1. Profile Your Data

Start by understanding what you're working with. GoldenCheck scans every column for completeness, format consistency, and anomalies.

goldencheck demo
import goldencheck
report = goldencheck.profile("customers_raw.csv")
report.summary()

Look at the output for null rates, duplicate counts, and format violations. These tell you where to focus your cleaning effort.

2. Map the Schema

Use infermap to automatically map your CSV columns to a canonical schema. This handles misnamed columns, different casing, and abbreviations.

infermap demo
import infermap
mapping = infermap.map_schema(
    source="customers_raw.csv",
    target_schema="canonical_customer"
)
mapping.show()

Review the suggested mappings and adjust any that look wrong before proceeding.

3. Clean the Data

Run GoldenPipe to standardize formats, fill gaps where possible, and apply the schema mapping from the previous step.

goldenpipe demo
import goldenpipe
cleaned = goldenpipe.transform(
    source="customers_raw.csv",
    mapping=mapping,
    rules=["standardize_phones", "normalize_addresses", "trim_whitespace"]
)
print(f"Cleaned {cleaned.record_count} records, {cleaned.fixes_applied} fixes applied")

4. Deduplicate

With clean, consistently-formatted data, GoldenMatch can now find duplicates accurately.

goldenmatch demo
import goldenmatch
result = goldenmatch.dedupe(
    "customers_cleaned.csv",
    threshold=0.90,
    fields=["name", "email", "address", "phone"]
)
print(f"Found {result.cluster_count} clusters from {result.record_count} records")

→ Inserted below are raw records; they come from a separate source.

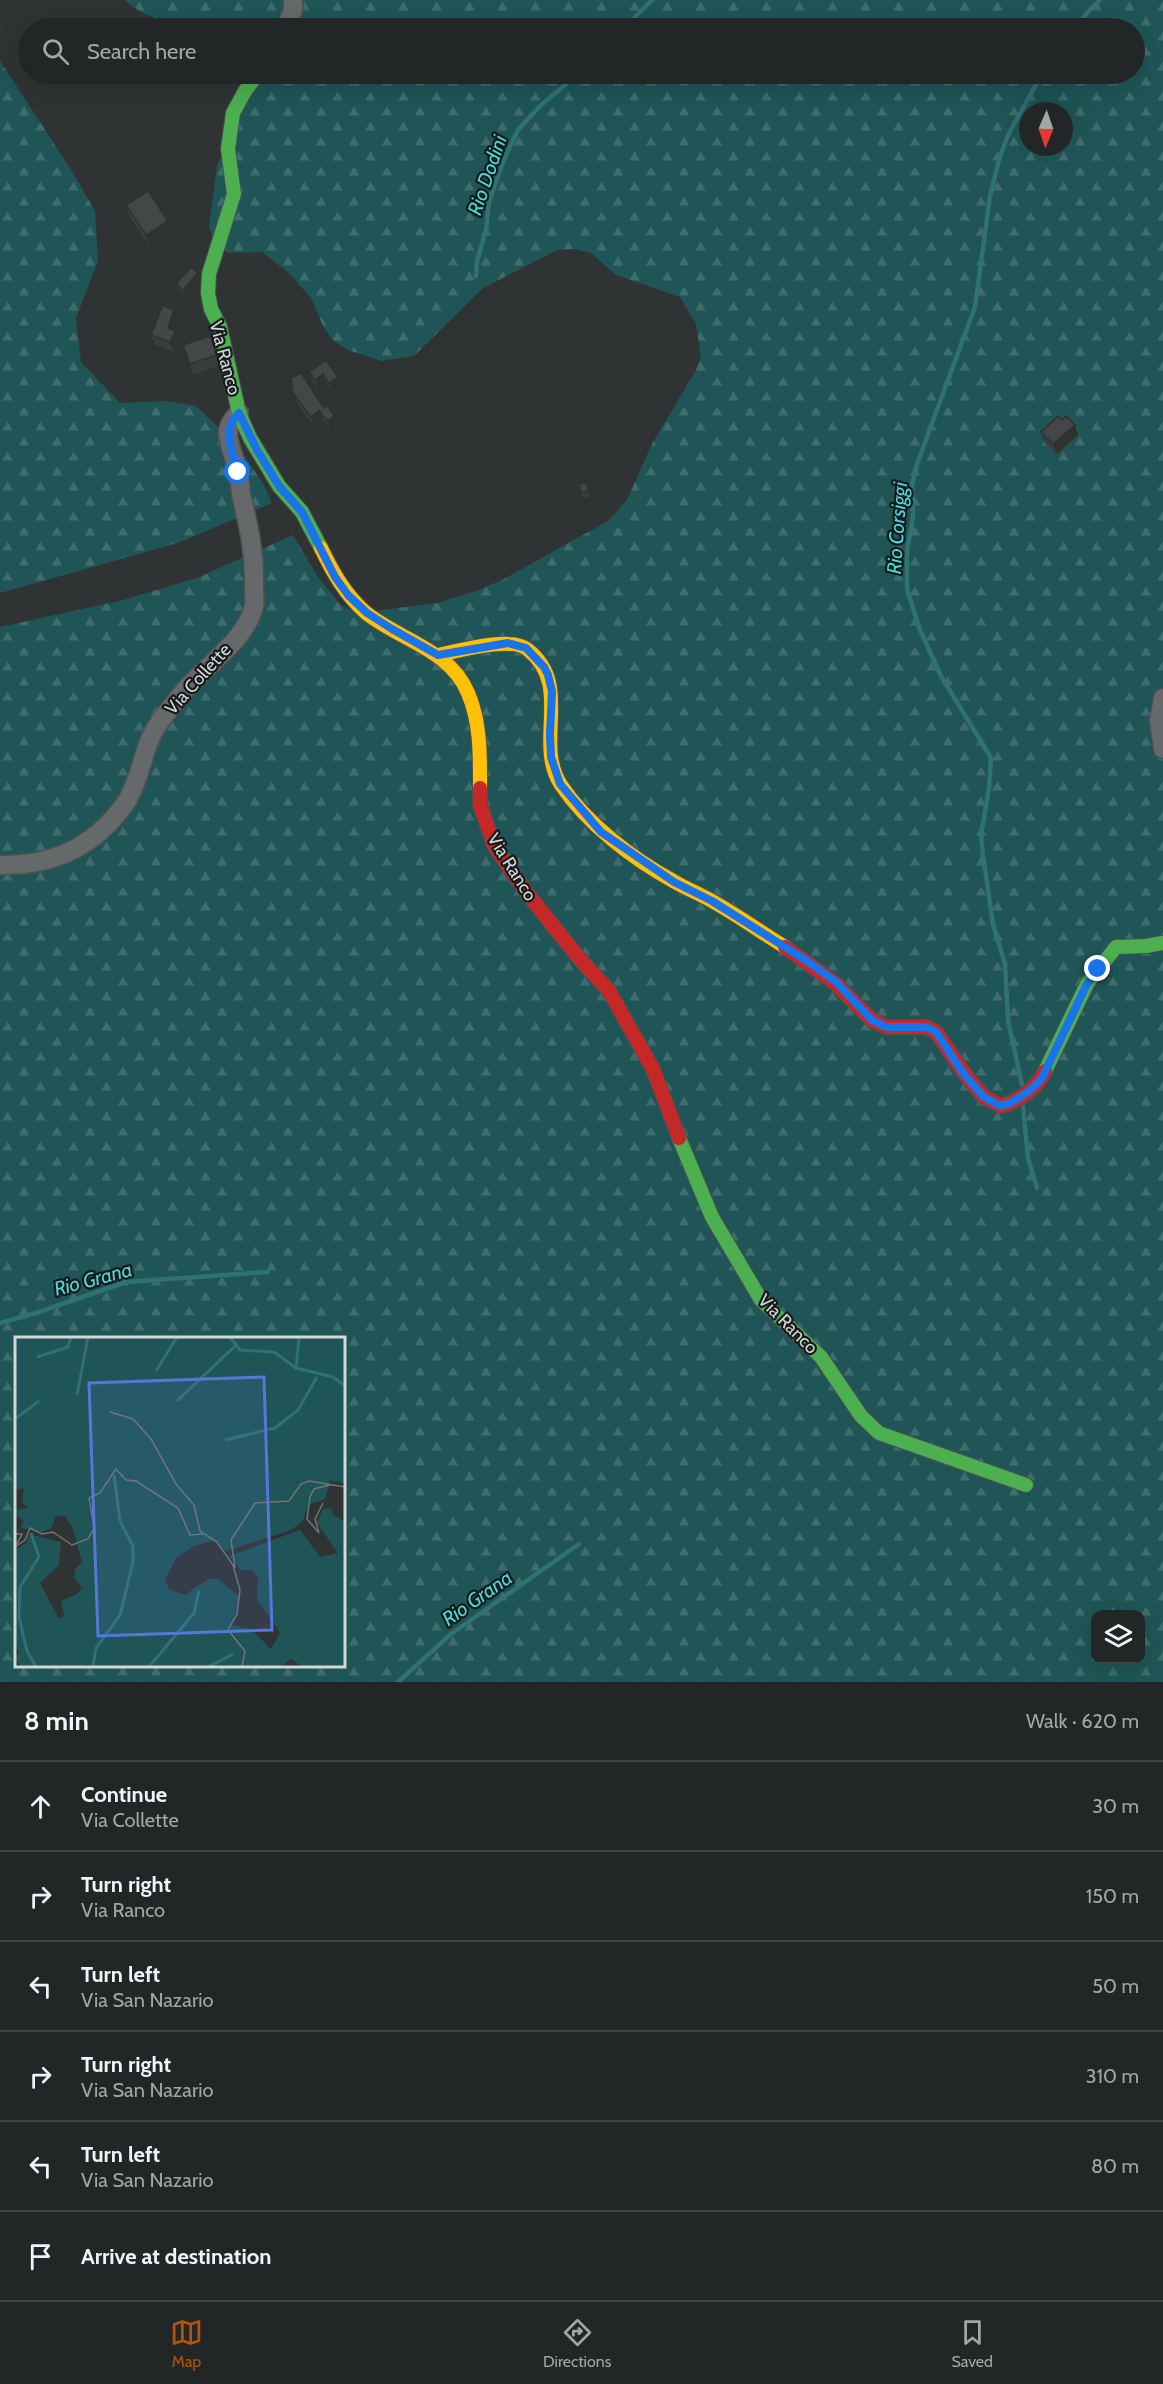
<!DOCTYPE html>
<html lang="en">
<head>
<meta charset="utf-8">
<style>
	body { margin:0; font-family:Cabin,sans-serif; background:#2b2e2e; color:#f1f3f6 }
	.controls { position:absolute; right:18px; bottom:18px; display:grid; overflow:hidden; border-radius:12px; box-shadow:0 6px 24px #0002 }
	.controls button { width:54px; height:54px; display:grid; place-items:center; padding:0; border:0; border-bottom:2px solid #404343; background:#232626; color:#f1f3f6; font:30px sans-serif }
	.compass { position:absolute; left:1019px; top:102px; width:54px; height:54px; border-radius:50%; background:#232626; box-shadow:0 6px 24px #0002; rotate:182deg }
	.stop { position:absolute; width:18px; height:18px; margin:-14px; border:4px solid #1a73e8; border-radius:50%; background:#fff }
	.stop.end { background:#1a73e8; border-color:#fff; box-shadow:0 2px 6px #0008 }
	.list { margin:0; padding:0; list-style:none }
	h2 { display:flex; justify-content:space-between; align-items:center; height:78px; margin:0; padding:0 24px; font-size:26px }
	h2 small { font-size:20px; font-weight:400; color:#a3a5a7 }
	.list li { display:grid; grid-template-columns:39px 1fr auto; gap:18px; align-items:center; box-sizing:border-box; height:90px; padding:0 24px; border-top:2px solid #404343 }
	.list b { display:block; font-size:22px; white-space:nowrap }
	.list p { margin:0; font-size:20px; white-space:nowrap; color:#a3a5a7 }
	.list em { font-size:20px; font-style:normal; color:#a3a5a7 }
	.icon { flex:none; width:33px; height:33px; fill:none; stroke:currentColor; stroke-width:2; stroke-linecap:round; stroke-linejoin:round }
	.map { position:relative; flex:none; width:1163px; height:1682px; overflow:hidden }
	.search { position:absolute; background:#232626; box-shadow:0 6px 24px #0002; left:18px; right:18px; top:18px; height:66px; display:flex; align-items:center; gap:15px; box-sizing:border-box; padding:0 21px; border-radius:33px; color:#a3a5a7; font-size:22px }
	.sheet { height:618px; background:#232626 }
	nav { display:flex; justify-content:space-around; align-items:center; box-sizing:border-box; height:84px; border-top:2px solid #404343; background:#232626; font-size:16px; color:#a3a5a7 }
	nav a { display:grid; justify-items:center; gap:3px }
	nav .on { color:#b45309 }
	.map>svg:first-child { display:block }
	.forest { fill:url(#forest-firs); fill-rule:evenodd }
	.lines { fill:none; stroke-linecap:round; stroke-linejoin:round }
	.stream { stroke:#307272; stroke-width:4.5 }
	.street-casing { stroke:#4c5050; stroke-width:21 }
	.fast-casing { stroke:#4c5050; stroke-width:16 }
	.slow-casing { stroke:#4c5050; stroke-width:16 }
	.jam-casing { stroke:#4c5050; stroke-width:16 }
	.street { stroke:#666969; stroke-width:18 }
	.fast { stroke:#4caf50; stroke-width:14 }
	.slow { stroke:#ffc107; stroke-width:14 }
	.jam { stroke:#c62828; stroke-width:14 }
	.wall { fill:#3a3d3d }
	.shaded-wall { fill:#303232 }
	.building { fill:#444747; stroke:#303232; stroke-width:1.5 }
	.route { stroke:#1a73e8; stroke-width:8 }
	.labels { text-anchor:middle; dominant-baseline:central; stroke-width:4.5; stroke-linejoin:round; paint-order:stroke }
	.street-label { font-size:18px; fill:#d3d8d8; stroke:#181b1b }
	.water-label { font-size:20px; font-style:italic; fill:#4cd9da; stroke:#181b1b }
	.inset-river { fill:none; stroke:#307272; stroke-width:3 }
	.inset-road { fill:none; stroke:#717575; stroke-width:1.5 }
	.view { fill:#5477d8; fill-opacity:0.15; stroke:#5477d8; stroke-width:3 }
	.inset-edge { fill:none; stroke:#d3d8d8; stroke-width:3 }
</style>
</head>
<body>
<div class="map">
<svg width="1163" height="1682" viewBox="0 0 1163 1682">
	<defs>
		<pattern id="forest-firs" width="22" height="20" patternUnits="userSpaceOnUse" patternTransform="scale(1.5)"><rect width="22" height="20" fill="#1f5556"/><path d="M5 1l3.5 6h-7zM16 11l3.5 6h-7z" fill="#3f6d6e"/></pattern>
	</defs>
	<rect width="100%" height="100%" fill="#2f3333"/>
	<g class="forest">
		<path d="M125,0H1163V1682H0V627L123,600L197,578L293,535L318,577L341,605L358,613L437,603L479,590L504,579L608,521L627,500L652,444L696,370L701,357L696,324L680,297L616,275L591,253L574,249L557,250L483,288L414,356L382,361L348,350L334,341L324,328L311,298L289,273L262,252L228,253L215,243L209,227L217,166L259,74H1134V28H249C240,26 231,21 222,20C180,14 162,33 125,0ZM1028,111H1064V147H1028ZM16,1338H344V1666H16ZM1096,1614H1140V1660H1096Z"/>
		<polygon points="0,61 70,168 95,211 98,261 76,318 81,362 120,403 165,401 196,406 237,445 264,485 272,503 178,543 0,593"/>
	</g>
	<g class="lines">
		<g class="stream">
			<polyline points="624,28 652,0"/>
			<polyline points="1075,28 1087,13 1100,0"/>
			<polyline points="476,276 477,261 486,230 489,202 503,162 518,130 540,106 578,74"/>
			<polyline points="1022,1085 1008,1020 1005,964 993,924 983,855 981,835 989,788 991,758 941,676 920,630 907,589 907,551 913,517 912,485 917,464 975,307 990,196 1000,156 1009,133 1042,74"/>
			<polyline points="1023,1106 1028,1158 1037,1188"/>
			<polyline points="0,1323 36,1313 126,1282 268,1272"/>
			<polyline points="398,1682 451,1634 579,1544"/>
		</g>
		<defs>
			<g id="street">
				<polyline points="286,28 293,10 293,0"/>
				<polyline points="1163,698 1159,721 1163,749"/>
				<path d="M0,865C43,866 80,854 110,822C117,814 125,806 129,797C139,779 142,760 149,741C156,724 168,711 180,696C201,668 246,642 254,606C255,600 254,593 254,588C255,552 249,528 241,494C240,486 240,478 238,471C235,458 228,445 228,432C229,423 234,418 239,413"/>
			</g>
			<g id="fast">
				<polyline points="258,74 245,91 233,113 228,149 234,194 209,274 208,293 211,309 220,327 239,413 250,438 279,486 302,512 321,548"/>
				<polyline points="1045,1071 1087,984 1116,947 1146,946 1163,943"/>
				<polyline points="679,1138 712,1217 761,1300 821,1357 861,1416 879,1433 1026,1485"/>
			</g>
			<g id="slow">
				<path d="M321,548C333,573 345,594 365,612C399,640 450,649 468,693C481,723 480,757 480,788"/>
				<path d="M438,655C459,651 510,636 527,649C574,685 533,742 561,785C588,825 633,859 675,882C687,889 700,894 712,901C737,915 761,932 785,947"/>
			</g>
			<g id="jam">
				<polyline points="480,788 480,805 494,845 526,892 579,958 609,991 653,1069 679,1138"/>
				<path d="M785,947L835,983L872,1020L886,1027H926L936,1032L964,1073L984,1097L1001,1106C1019,1101 1037,1088 1045,1071"/>
			</g>
		</defs>
		<use href="#street" class="street-casing"/>
		<use href="#fast" class="fast-casing"/>
		<use href="#slow" class="slow-casing"/>
		<use href="#jam" class="jam-casing"/>
		<use href="#street" class="street"/>
		<use href="#fast" class="fast"/>
		<use href="#slow" class="slow"/>
		<use href="#jam" class="jam"/>
	</g>
	<g class="wall">
		<polygon points="126,205 171,231 149,246 129,216"/>
		<polygon points="198,273 199,278 185,295 178,289 176,284"/>
		<polygon points="178,320 174,331 178,341 174,352 155,345 151,335"/>
		<polygon points="210,336 220,365 193,375 183,345"/>
		<polygon points="309,372 338,377 341,387 333,393 327,384 319,390 313,382"/>
		<polygon points="292,386 334,416 338,426 331,431 323,420 315,427 297,403"/>
		<polygon points="1062,420 1078,435 1057,454 1044,442 1041,432"/>
		<polygon points="587,483 589,488 589,497 583,498 581,492"/>
	</g>
	<g class="shaded-wall">
		<polygon points="168,221 171,231 149,246 146,235"/>
		<polygon points="198,273 199,278 185,295 183,290"/>
		<polygon points="174,310 178,320 171,338 168,328"/>
		<polygon points="175,331 178,341 174,352 170,342"/>
		<polygon points="323,374 327,384 319,390 315,380"/>
		<polygon points="338,377 341,387 333,393 329,383"/>
		<polygon points="319,410 323,420 315,427 311,417"/>
		<polygon points="334,416 338,426 331,431 327,421"/>
		<polygon points="1075,425 1078,435 1057,454 1053,444"/>
	</g>
	<g class="building">
		<polygon points="148,191 168,221 146,235 126,205"/>
		<polygon points="191,267 198,273 183,290 176,284"/>
		<polygon points="163,305 174,310 168,328 175,331 170,342 151,335"/>
		<polygon points="210,336 217,355 190,364 183,345"/>
		<polygon points="326,360 338,377 329,383 323,374 315,380 309,372"/>
		<polygon points="301,373 324,408 327,405 334,416 327,421 319,410 311,417 293,393 291,378"/>
		<polygon points="1058,416 1062,420 1066,416 1075,425 1053,444 1041,432"/>
		<polygon points="587,483 587,492 581,492 579,484"/>
	</g>
	<g class="lines">
		<path class="route" d="M238,472C232,452 221,429 239,413L257,450L279,486L302,512L335,577L348,595L367,613L392,629L438,655L508,643L526,648L544,667L548,675L552,691L550,734L551,757L560,784L601,832L674,882L712,901L807,961L836,982L872,1020L886,1027H926L936,1032L963,1073L984,1097L1000,1106C1015,1103 1032,1090 1042,1078L1087,984L1098,969"/>
	</g>
	<g class="labels">
		<g class="street-label">
			<text transform="translate(225 358) rotate(75)">Via Ranco</text>
			<text transform="translate(198 679) rotate(-48)">Via Collette</text>
			<text transform="translate(512 867) rotate(58)">Via Ranco</text>
			<text transform="translate(788 1324) rotate(45)">Via Ranco</text>
		</g>
		<g class="water-label">
			<text transform="translate(487 175) rotate(-71)">Rio Dodini</text>
			<text transform="translate(897 528) rotate(-86)">Rio Corsiggi</text>
			<text transform="translate(93 1279) rotate(-15)">Rio Grana</text>
			<text transform="translate(477 1598) rotate(-35)">Rio Grana</text>
		</g>
	</g>
	<g transform="translate(15 1337)">
		<rect width="330" height="330" fill="#2f3333"/>
		<path d="M0,0H330V147L315,143L310,162L293,168L288,184L276,193L211,214L200,203L179,209L161,221L150,243L154,252L170,258L193,242H203L225,260L217,288L236,292L256,312L265,296L242,262L243,239L237,233H226L214,219L285,193L305,220L323,216L302,186L308,172L316,171L318,178L330,184V330H288L276,322L267,329L7,330L0,323L4,315L0,309V213L11,206L14,197L46,205L44,228L25,246L44,282L49,279L46,264L62,257L67,250L59,241L60,232L67,225L58,192L50,179H41L36,192L26,195L5,191L9,183L0,179V173L12,171L7,165L9,151L0,153Z" fill="#1f5556"/>
		<path class="inset-river" d="M215,0L225,13L259,15L281,31L318,40L330,49M22,20L53,10L56,0M281,31L284,0M141,34L162,0M62,58L73,0M162,64L220,9M0,82L24,64M210,103L260,91L283,73L302,40M16,196L24,220L5,250L4,280L12,314L21,330M78,330L81,311L105,278L118,225V209L105,184L99,138M134,330L179,276L184,254M193,330L218,317"/>
		<path class="inset-road" d="M95,75L118,82L136,102L161,147L179,168L185,194L202,205L218,228L225,253L222,277L213,293L230,314L227,330M308,166L300,182L304,196L292,182L295,160L299,152L315,148M0,197H7L2,207M0,210L10,203L15,191L27,197L38,195L57,208L73,202L79,191L74,161L85,156L101,132L111,143L121,144L163,171L175,198L188,197M220,231L216,203L240,166L274,164L286,147L294,144L330,150"/>
		<path class="view" d="M249,40L257,293L83,299L74,46Z"/>
		<rect width="330" height="330" class="inset-edge"/>
	</g>
</svg>
<div class="controls">
<button><svg class="icon" aria-label="layers" viewBox="0 0 24 24"><path d="M12 4l9 5-9 5-9-5zM3 14l9 5 9-5"/></svg></button>
</div>
<svg class="compass" viewBox="-18 -18 36 36"><path d="M0-13l5 13h-10z" fill="#e53935"/><path d="M0 13l5-13h-10z" fill="#a3a5a7"/></svg>
<div class="stop" style="left:238px;top:472px"></div>
<div class="stop end" style="left:1098px;top:969px"></div>
<div class="search"><svg class="icon" aria-label="search" viewBox="0 0 24 24"><circle cx="10" cy="10" r="6"/><path d="M15 15l6 6"/></svg>Search here</div>
</div>
<section class="sheet">
<h2>8 min<small>Walk · 620 m</small></h2>
<ul class="list">
<li><svg class="icon" aria-label="ahead" viewBox="0 0 24 24"><path d="M12 20V5M6 11l6-6 6 6"/></svg><div><b>Continue</b><p>Via Collette</p></div><em>30 m</em></li>
<li><svg class="icon" aria-label="right" viewBox="0 0 24 24"><path d="M7 20v-9h11M14 6l5 5-5 5"/></svg><div><b>Turn right</b><p>Via Ranco</p></div><em>150 m</em></li>
<li><svg class="icon" aria-label="left" viewBox="0 0 24 24"><path d="M17 20v-9H6M10 6l-5 5 5 5"/></svg><div><b>Turn left</b><p>Via San Nazario</p></div><em>50 m</em></li>
<li><svg class="icon" aria-label="right" viewBox="0 0 24 24"><path d="M7 20v-9h11M14 6l5 5-5 5"/></svg><div><b>Turn right</b><p>Via San Nazario</p></div><em>310 m</em></li>
<li><svg class="icon" aria-label="left" viewBox="0 0 24 24"><path d="M17 20v-9H6M10 6l-5 5 5 5"/></svg><div><b>Turn left</b><p>Via San Nazario</p></div><em>80 m</em></li>
<li><svg class="icon" aria-label="arrive" viewBox="0 0 24 24"><path d="M6 21V4h12l-3 4 3 4H6"/></svg><div><b>Arrive at destination</b></div></li>
</ul>
</section>
<nav>
<a class="on"><svg class="icon" aria-label="map" viewBox="0 0 24 24"><path d="M3 6l6-2 6 2 6-2v14l-6 2-6-2-6 2zM9 4v14M15 6v14"/></svg>Map</a>
<a><svg class="icon" aria-label="directions" viewBox="0 0 24 24"><path d="M12 3l9 9-9 9-9-9zM9 14v-3h6M13 9l2 2-2 2"/></svg>Directions</a>
<a><svg class="icon" aria-label="saved" viewBox="0 0 24 24"><path d="M7 4h10v16l-5-4-5 4z"/></svg>Saved</a>
</nav>
</body>
</html>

Tip: Start with a higher threshold (0.90+) on your first run. You can always lower it to catch more fuzzy matches, but starting high helps you verify the obvious duplicates first and build confidence in the results before broadening the net.

5. Review the Results

Use the interactive playground to inspect match clusters, compare field values side-by-side, and accept or reject proposed merges.

Deduplicate records with interactive config tuning. Upload a CSV, tweak match thresholds and field weights, and watch clusters form in real-time.

Drop CSV here

Once you've reviewed the clusters, export the final golden records with one record per entity.